Dependable Simon lugged out a chilly-bin full of iceblocks.
And then we were getting in our cars and heading out of town,
the boys tired and silent, Max cheerful and smelling of the
peppermints he'd sucked to mask the smell of the matey
cigarette he'd shared with Trish behind the trees.

We drove past the crime scene, deserted now, the evidence
tapes hanging limp, the police caravan with its torn posters.
We were heading to Rotorua: the boys had requested a trip to
the mudpools. We drove for a long time in contented silence,
my hand resting on Max's thigh.

At a motel in Rotorua the boys played minigolf. We sat on
the balcony in the hazy evening light. Max smoked, his feet up
on the railing, his gaze fixed on the boys. He jumped up to get
Maxie a sweatshirt, thumped down long-sufferingly to help
free a trapped ball. I remember his smoke curling up into the
air, the boys' voices, the tiny thwack and scuttle as the golfballs
rattled through their courses. There was an orange streetlight
outside the window of our room; it blinked and buzzed in the
night like an incensed eye, peering between the blinds while
Max and I made love.

The next day at Whakarewarewa, told of the price for a
family ticket, Max said, 'You're kidding!'

Something formed, shaped itself up, in the face of the
woman in the booth. Lips parted, downturned mouth, nostrils
widening.

'Is there a problem?' she said.

Max shrugged, and thrust the money through the hole. The
woman fell to hard laughter with one of her colleagues. A
whiff of brimstone hung in the air.

'God, Max,' I said. 'Don't have a fight before we're even in.'

He laughed, wiping sweat from his face. Here it was even
hotter than Wanganui — boiling water under the earth, white
fire pouring out of the sky. It felt as though you could get
sunburnt through your hat. Below the bridge children were
diving for coins, their brown bodies sleek and shining. Charles
and Maxie threw in some coins and the boys surged up onto
the bank, shouting, spitting, calling for more. We moved on
into the village. Neither Max nor I had been before. We were
struck by the bucolic shabbiness of the place, its tumbledown
fences and tiny dilapidated buildings. There was none of the
touristy artificiality we'd expected.

'It's sort of raw,' Max said wonderingly. Between the
buildings there were glimpses of battered cars, washing lines,
back doors lined with gumboots and stacks of beer crates.

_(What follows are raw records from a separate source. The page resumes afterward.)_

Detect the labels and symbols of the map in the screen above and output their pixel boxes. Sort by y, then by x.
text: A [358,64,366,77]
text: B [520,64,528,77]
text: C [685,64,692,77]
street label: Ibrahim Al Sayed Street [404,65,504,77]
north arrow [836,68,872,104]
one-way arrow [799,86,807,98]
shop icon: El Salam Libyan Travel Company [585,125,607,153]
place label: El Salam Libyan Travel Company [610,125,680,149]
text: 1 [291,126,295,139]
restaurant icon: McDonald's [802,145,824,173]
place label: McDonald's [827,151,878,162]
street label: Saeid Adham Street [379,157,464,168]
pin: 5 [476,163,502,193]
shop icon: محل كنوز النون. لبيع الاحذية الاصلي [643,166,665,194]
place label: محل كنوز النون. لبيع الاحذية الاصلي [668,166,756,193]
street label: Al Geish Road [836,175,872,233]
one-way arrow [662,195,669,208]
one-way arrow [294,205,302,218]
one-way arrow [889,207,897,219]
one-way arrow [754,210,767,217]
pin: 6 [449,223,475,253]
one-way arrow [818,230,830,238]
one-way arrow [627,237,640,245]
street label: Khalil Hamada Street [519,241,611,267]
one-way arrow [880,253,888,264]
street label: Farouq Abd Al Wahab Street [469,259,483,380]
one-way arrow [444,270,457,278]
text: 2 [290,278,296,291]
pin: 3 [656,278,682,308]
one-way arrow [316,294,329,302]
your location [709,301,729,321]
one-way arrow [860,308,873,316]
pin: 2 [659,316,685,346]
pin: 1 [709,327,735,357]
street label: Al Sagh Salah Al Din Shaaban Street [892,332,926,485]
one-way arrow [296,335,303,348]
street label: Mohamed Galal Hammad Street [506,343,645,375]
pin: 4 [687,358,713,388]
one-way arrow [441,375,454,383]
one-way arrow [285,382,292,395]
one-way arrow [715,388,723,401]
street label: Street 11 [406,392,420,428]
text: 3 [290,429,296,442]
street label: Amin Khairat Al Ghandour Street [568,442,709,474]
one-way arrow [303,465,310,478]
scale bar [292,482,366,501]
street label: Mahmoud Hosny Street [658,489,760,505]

'Well, it's a real village,' I said

We stood at the edge of a briny blue pool, the water
steaming. Bags of corn were cooking at the edge. Heat came
up in waves, along with the rich, oddly enjoyable sulphur
stink. A woman wandered past with a walkie-talkie and a
voice crackled out of it, asking whether the corn was cooked.
The boys ran about marvelling at the plopping mudpools, the
steaming vents. Across an expanse of rock and clay and scrub,
over which clouds of steam wafted, a geyser suddenly shot
water high into the air.

The boys shouted and pointed. 'We want to go to the geyser.
Over there!'

We walked towards it but came to a locked gate. Trying to
find our way we headed up behind the village, past a hall in
which a concert was being held for a tour group. A fierce child
eyed me from a doorway. Behind a flyscreen, a woman jigged
a baby in her arms.

A rough track led up a hill and we followed Max, who was
determined to find the geyser for the boys. We walked through
low scrub past mudpools, the white clay crusts all pitted, the
water letting off waves of steam. I enjoyed the heat. We stood
on a point looking down on an emerald-blue pool. Then we
walked down into a shallow dip of the land, a crater. Amid the
scrub there were white clay banks, bubbling pools, still,
chemical-green puddles. A sign said: 'Danger. Thin earth. No
responsibility taken.'

I caught up with Charles. 'Listen,' I said.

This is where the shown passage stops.